▶ _EXERCISE AIM_
Search the data below for the word "nowrap" and copy each line that holds it.

▶ _DATASET_
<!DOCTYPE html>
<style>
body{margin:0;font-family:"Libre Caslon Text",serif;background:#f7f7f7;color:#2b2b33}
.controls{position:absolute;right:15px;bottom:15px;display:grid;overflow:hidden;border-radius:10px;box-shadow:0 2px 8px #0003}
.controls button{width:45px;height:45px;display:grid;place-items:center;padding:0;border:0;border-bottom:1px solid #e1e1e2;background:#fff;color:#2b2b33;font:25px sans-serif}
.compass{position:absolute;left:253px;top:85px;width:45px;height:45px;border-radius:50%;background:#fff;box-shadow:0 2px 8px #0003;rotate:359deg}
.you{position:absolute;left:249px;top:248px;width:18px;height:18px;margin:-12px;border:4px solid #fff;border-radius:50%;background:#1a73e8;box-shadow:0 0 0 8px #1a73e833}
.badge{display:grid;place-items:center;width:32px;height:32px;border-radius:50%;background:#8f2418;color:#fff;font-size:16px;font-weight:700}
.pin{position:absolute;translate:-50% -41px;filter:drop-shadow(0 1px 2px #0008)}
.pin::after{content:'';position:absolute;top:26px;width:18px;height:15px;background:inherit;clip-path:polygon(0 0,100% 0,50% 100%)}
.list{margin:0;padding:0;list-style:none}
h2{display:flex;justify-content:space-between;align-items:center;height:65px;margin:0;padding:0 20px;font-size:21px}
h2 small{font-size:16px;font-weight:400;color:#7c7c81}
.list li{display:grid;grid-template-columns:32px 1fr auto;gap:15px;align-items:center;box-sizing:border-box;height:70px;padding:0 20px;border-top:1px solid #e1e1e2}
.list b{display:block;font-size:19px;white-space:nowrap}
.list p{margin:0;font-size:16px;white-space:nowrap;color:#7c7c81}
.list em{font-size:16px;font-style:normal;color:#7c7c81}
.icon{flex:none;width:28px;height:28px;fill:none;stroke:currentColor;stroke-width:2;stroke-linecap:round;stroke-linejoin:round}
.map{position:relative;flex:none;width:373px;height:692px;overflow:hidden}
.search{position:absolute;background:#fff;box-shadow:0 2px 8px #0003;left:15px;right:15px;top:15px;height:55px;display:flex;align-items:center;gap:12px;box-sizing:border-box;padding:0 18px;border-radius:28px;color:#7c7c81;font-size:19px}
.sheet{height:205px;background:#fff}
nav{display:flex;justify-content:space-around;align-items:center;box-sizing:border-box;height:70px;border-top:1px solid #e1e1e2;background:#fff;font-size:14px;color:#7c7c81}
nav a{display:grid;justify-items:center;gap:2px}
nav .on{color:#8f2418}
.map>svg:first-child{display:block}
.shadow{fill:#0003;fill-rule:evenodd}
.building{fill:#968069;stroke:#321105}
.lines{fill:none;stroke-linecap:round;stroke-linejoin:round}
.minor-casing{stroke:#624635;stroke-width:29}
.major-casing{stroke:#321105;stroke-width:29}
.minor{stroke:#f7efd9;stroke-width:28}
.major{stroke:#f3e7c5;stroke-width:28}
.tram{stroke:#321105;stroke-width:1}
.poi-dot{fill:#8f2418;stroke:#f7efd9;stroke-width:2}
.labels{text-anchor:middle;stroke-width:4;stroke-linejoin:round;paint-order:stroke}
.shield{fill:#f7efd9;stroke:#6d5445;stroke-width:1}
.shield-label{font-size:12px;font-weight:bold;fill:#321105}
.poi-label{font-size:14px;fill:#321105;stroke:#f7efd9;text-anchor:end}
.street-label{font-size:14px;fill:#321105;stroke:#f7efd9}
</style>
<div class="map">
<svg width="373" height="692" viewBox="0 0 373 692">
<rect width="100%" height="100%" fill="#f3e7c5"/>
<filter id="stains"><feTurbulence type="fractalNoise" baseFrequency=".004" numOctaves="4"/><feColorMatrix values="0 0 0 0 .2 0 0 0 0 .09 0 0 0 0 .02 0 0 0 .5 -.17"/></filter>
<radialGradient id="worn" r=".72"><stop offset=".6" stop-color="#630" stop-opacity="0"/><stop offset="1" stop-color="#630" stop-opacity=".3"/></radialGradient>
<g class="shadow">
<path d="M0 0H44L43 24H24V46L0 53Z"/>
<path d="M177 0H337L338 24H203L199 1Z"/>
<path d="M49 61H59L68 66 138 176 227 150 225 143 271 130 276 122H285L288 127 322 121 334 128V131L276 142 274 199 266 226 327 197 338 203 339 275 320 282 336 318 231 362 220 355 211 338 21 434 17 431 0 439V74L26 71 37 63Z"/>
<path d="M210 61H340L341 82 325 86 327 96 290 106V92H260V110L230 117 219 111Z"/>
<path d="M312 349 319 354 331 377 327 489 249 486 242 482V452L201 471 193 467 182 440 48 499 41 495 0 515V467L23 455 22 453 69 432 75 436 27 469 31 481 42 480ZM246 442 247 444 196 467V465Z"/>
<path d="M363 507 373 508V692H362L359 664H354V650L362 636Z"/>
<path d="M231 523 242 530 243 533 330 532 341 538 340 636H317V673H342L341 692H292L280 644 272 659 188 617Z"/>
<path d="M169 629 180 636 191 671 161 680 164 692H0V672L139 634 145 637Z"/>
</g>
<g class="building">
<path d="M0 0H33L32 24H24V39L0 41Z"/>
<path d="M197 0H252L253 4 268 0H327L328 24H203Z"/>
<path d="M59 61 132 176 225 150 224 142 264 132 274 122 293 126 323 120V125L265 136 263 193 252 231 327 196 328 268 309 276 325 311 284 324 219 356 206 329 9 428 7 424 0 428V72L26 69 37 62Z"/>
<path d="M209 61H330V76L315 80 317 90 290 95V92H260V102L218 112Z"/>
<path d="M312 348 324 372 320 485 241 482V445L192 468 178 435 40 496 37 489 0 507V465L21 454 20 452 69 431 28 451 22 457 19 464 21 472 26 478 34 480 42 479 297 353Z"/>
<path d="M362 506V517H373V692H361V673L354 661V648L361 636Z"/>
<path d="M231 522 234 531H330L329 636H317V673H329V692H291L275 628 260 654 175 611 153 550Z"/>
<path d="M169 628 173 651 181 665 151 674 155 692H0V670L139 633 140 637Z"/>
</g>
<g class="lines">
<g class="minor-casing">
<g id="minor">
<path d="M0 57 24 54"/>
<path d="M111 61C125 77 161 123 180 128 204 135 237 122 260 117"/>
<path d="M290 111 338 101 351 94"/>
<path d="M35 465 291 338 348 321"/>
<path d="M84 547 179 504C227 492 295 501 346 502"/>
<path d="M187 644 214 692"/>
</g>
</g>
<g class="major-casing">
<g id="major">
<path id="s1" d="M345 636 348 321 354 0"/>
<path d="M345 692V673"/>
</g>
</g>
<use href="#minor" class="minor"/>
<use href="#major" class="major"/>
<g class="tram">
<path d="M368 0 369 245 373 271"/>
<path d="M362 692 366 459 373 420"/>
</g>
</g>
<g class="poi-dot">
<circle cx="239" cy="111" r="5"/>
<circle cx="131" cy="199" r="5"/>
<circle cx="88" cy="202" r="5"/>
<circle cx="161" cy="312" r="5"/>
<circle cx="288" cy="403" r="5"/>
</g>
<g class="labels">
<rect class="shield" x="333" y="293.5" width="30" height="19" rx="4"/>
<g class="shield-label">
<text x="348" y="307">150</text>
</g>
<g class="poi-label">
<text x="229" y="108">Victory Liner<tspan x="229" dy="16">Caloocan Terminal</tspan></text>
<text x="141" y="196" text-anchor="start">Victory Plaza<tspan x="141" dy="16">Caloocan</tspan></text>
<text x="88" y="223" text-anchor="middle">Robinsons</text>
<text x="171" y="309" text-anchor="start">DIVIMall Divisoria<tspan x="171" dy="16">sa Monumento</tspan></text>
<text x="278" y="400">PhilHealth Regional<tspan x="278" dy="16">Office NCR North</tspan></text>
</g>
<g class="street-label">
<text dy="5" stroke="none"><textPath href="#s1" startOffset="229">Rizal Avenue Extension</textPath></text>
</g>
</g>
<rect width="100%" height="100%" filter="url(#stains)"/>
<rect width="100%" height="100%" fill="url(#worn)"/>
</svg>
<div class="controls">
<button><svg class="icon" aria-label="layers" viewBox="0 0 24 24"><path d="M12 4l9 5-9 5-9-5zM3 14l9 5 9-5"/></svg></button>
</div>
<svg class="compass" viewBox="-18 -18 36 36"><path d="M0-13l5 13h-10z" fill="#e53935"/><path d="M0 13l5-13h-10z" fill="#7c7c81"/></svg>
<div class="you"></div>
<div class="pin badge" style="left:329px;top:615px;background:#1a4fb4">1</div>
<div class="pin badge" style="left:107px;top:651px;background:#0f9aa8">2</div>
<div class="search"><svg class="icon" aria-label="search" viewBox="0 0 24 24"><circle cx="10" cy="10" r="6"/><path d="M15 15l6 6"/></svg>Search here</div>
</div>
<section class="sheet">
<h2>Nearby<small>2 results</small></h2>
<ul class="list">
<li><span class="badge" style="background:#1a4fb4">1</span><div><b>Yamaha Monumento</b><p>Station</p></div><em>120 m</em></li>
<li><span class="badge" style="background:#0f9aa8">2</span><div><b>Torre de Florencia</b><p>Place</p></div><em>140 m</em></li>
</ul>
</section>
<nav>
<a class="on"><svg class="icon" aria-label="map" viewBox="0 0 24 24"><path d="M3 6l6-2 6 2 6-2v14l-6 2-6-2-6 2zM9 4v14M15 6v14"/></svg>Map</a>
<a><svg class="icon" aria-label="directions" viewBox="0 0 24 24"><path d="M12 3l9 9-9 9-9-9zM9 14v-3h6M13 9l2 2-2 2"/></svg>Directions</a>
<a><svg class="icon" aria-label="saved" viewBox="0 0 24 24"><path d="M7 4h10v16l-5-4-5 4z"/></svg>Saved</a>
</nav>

▶ _EXPECTED OUTPUT_
.list b{display:block;font-size:19px;white-space:nowrap}
.list p{margin:0;font-size:16px;white-space:nowrap;color:#7c7c81}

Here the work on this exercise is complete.